I immediately took him up on his offer and ran to the library to do some research on just what I wanted. Browsing the web on the computer there (farm town, no internet access at home, the HORROR!), I stumbled across a site with Japanese characters all spread out in alphabet form. I was so excited I couldn’t hit print fast enough. They were exactly what I wanted and they were so beautifully laid out, when I took them to my friend we laminated the sheets and added them to his tattoo book. It was awesome. Now you could walk into his shop and spell anything with Japanese characters from those sheets. I had him do my initials “gWc” (lowercase "g", uppercase "W", lowercase "c" just because I liked the way they looked) down my shoulder.

Going back to college and getting away from my partying friends (and before my new partying friends started up). I had a bit of detox period. As the summer sun stopped hammering my brain and the alcohol stopped damaging my liver, my brain started working again. And the things it started to tell me made me feel a little queasy.

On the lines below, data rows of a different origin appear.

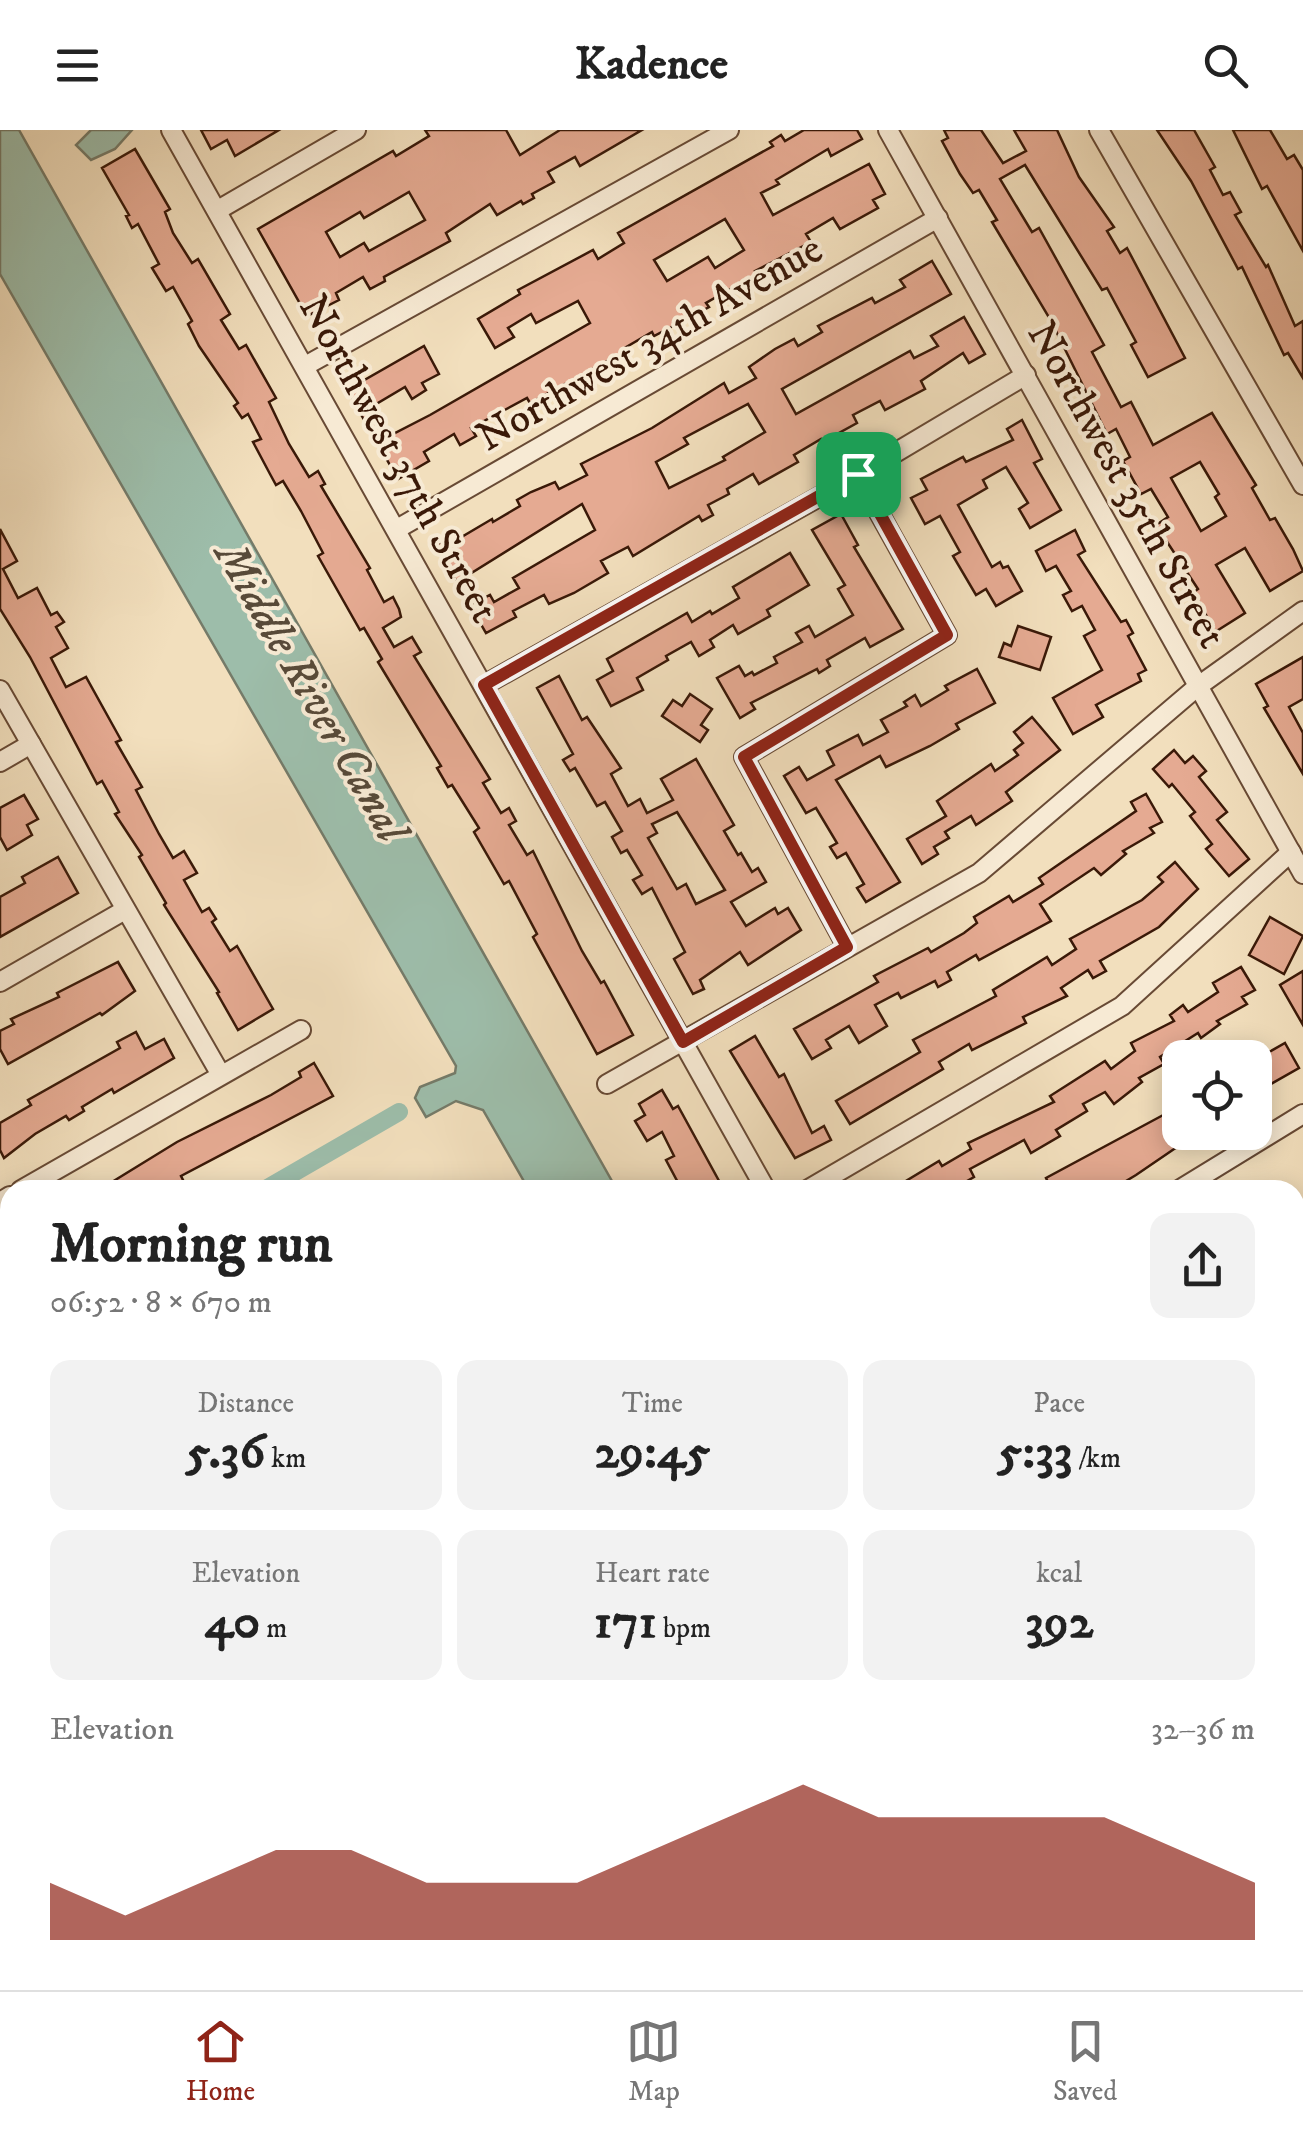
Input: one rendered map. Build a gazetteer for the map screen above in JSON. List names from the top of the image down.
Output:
{
  "streets": {
    "street": ["Northwest 34th Avenue", "Northwest 37th Street", "Northwest 35th Street"]
  },
  "crossings": [
    ["Northwest 34th Avenue", "Northwest 37th Street"],
    ["Northwest 34th Avenue", "Northwest 35th Street"]
  ],
  "water": ["Middle River Canal"],
  "page": {
    "header": "Kadence",
    "heading": ["Morning run", "06:52 · 8 × 670 m"],
    "stats": [
      ["Distance", "5.36 km"],
      ["Time", "29:45"],
      ["Pace", "5:33 /km"],
      ["Elevation", "40 m"],
      ["Heart rate", "171 bpm"],
      ["kcal", "392"]
    ],
    "chart": ["Elevation", "32–36 m"],
    "tabs": ["Home", "Map", "Saved"]
  }
}
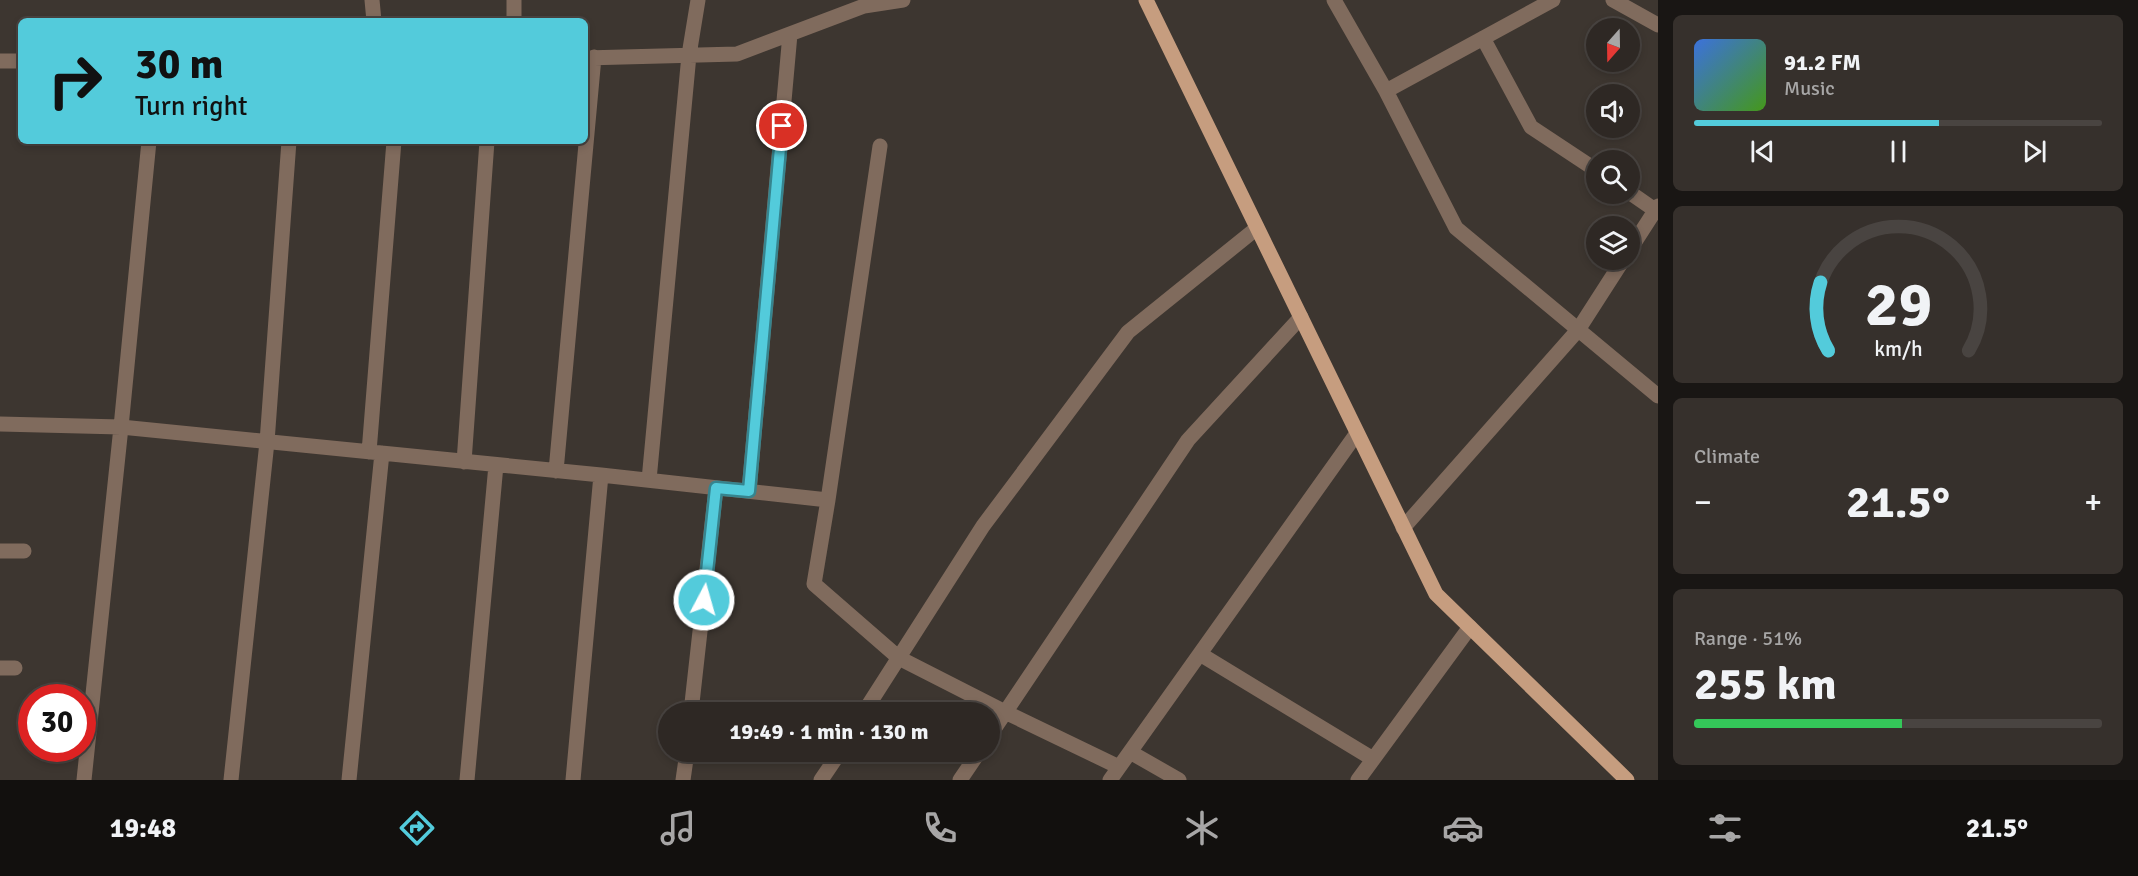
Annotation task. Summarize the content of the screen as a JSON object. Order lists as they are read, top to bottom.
{
  "north": "bottom",
  "page": {
    "turn": ["30 m", "Turn right"],
    "song": ["91.2 FM", "Music"],
    "tile": [
      "Climate",
      ["Range · 51%", "255 km"]
    ],
    "heat": ["−", "21.5°", "+"],
    "limit": "30",
    "trip": "19:49 · 1 min · 130 m",
    "tabs": ["19:48", "21.5°"],
    "gauge": ["29", "km/h"]
  }
}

I started to remember that the Japanese alphabet does not match the English alphabet.

There is no Japanese character for “A”, “B”, etc. (I later took a semester of Japanese just to cement this in my head). Walking back to my dorm room one night after finally accepting the fact that I had no clue what was written on my back, I decided I had better figure out just what exactly I had done.

The first step I took was to try and find that wondrous site that started it all. It didn’t take me long. What I had discovered in my delirious excitement on the web was not a translation page of Japanese characters to English letter, but was instead, a font. Yep, it was a font map showing what Japanese character would be drawn if you hit the “A” key, the “B” key, etc. The characters themselves had meanings unto themselves and all I had printed out what the font sheet showing what would be drawn as you typed.

The next step was to try and figure out what my back said. I have so far only been able to translate the first two characters. All three of them together are absolute gibberish. The first means, “Reading, writing language and culture”, the second means “New years and new beginnings”. I may never discover the meaning of the third tattoo. I’ve had several friends come back from teaching in Japan that have no clue, but have confirmed I was correct with the first two.

For me alone, this story is something to laugh at. I still love the tattoo and I love the characters for their exotic beauty. I’ve always found Japanese writing to have an elegance that makes me want to cry. However, this story has not impacted me alone. Coming back for a break from college, all of my friends began showing me their tattoos. Japanese characters were very popular it seems. I have one friend with his nickname tattooed across his lower back another with his three daughters names tattooed in beautiful Japanese characters down his neck. As each friend I bumped into showed me their new works of art, I realized, I could never tell a soul.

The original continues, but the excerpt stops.